A REPRESENTAÇÃO SEXISTA E DISCRIMINATÓRIA DA IDENTIDADE
FEMININA EM LETRAS DE CANÇÕES DO GÊNERO PAGODE BAIANO
Jailma de Jesus Santos1
1 INTRODUÇÃO
Ao longo da história da humanidade, as mulheres vêm buscando melhores
condições de vida bem como um tratamento igualitário em relação aos homens. No
entanto, apesar de já se estar no século XXI, muitas mulheres ainda são tratadas como
objetos sexuais e, em muitos casos, como meros instrumentos de distração dos homens.
Esse pensamento reflete-se nas mais diversas formas de manifestações culturais,
inclusive na produção artística de diferentes gêneros musicais.

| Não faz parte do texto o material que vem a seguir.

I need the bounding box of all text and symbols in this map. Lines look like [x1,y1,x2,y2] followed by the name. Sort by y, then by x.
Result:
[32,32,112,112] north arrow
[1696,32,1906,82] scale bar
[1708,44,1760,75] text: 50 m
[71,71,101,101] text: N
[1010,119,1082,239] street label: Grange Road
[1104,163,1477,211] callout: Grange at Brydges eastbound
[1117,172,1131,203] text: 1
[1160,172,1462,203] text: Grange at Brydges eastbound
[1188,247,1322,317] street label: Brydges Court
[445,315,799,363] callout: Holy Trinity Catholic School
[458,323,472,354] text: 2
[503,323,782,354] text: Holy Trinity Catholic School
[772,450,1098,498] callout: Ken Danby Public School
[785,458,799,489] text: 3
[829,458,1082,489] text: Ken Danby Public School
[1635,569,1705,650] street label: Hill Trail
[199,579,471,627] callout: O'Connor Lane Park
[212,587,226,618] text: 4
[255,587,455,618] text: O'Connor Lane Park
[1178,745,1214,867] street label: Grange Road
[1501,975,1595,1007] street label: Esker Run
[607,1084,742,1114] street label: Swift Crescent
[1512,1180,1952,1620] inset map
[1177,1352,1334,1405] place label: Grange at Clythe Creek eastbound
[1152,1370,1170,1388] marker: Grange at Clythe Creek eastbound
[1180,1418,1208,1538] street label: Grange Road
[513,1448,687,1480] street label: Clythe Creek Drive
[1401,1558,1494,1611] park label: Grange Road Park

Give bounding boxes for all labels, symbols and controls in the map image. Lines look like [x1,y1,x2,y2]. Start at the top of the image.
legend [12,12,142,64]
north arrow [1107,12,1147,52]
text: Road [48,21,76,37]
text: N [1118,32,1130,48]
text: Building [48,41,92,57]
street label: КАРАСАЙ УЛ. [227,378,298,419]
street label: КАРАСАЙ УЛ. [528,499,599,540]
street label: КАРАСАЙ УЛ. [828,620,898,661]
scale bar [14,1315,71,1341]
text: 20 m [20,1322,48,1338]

Nesse contexto, esta pesquisa parte da necessidade de analisar se letras de
músicas, aparentemente inofensivas, servem para propagar discursos sexistas e
discriminatórios em relação às mulheres. O gênero musical conhecido como “pagode
baiano” merece um enfoque especial, especialmente as composições musicais do grupo
denominado “Black Style”, cujo teor sexista faz-se notório. Todavia, será necessário um
profundo estudo baseado na análise semântico-discursiva das letras desse grupo musical
para descobrir se, efetivamente, tais composições denigrem a imagem feminina e
exaltam a masculina.
As identidades femininas de conotação pejorativa e de cunho depreciativo
contribuem para a perpetuação da discriminação do gênero feminino, visto que
naturalizam as representações discriminatórias sobre as mulheres. Por isso, ao
analisarmos a construção de tais letras de músicas, buscamos enfatizar que estas
contrariam o movimento de luta das mulheres que objetivam a igualdade de gênero, a
promoção dos direitos humanos e a negação da imagem da mulher enquanto objeto
sexual.
É sabido que a prática discursiva não é imutável e os discursos são usados
socialmente para legitimar condições sociais. Os usuários da língua, conscientemente,
fazem escolhas linguísticas que acabam por estruturar, textualmente, ideologias que já
estão enraizadas em práticas culturais cotidianas. Ao mesmo tempo, que a língua
Especialização em Língua Portuguesa pela Faculdade Pio Décimo, Especialização em Gestão de Políticas Públicas
com Foco em Gênero e Raça, Licenciada em Letras/Português pela Universidade Federal de Sergipe.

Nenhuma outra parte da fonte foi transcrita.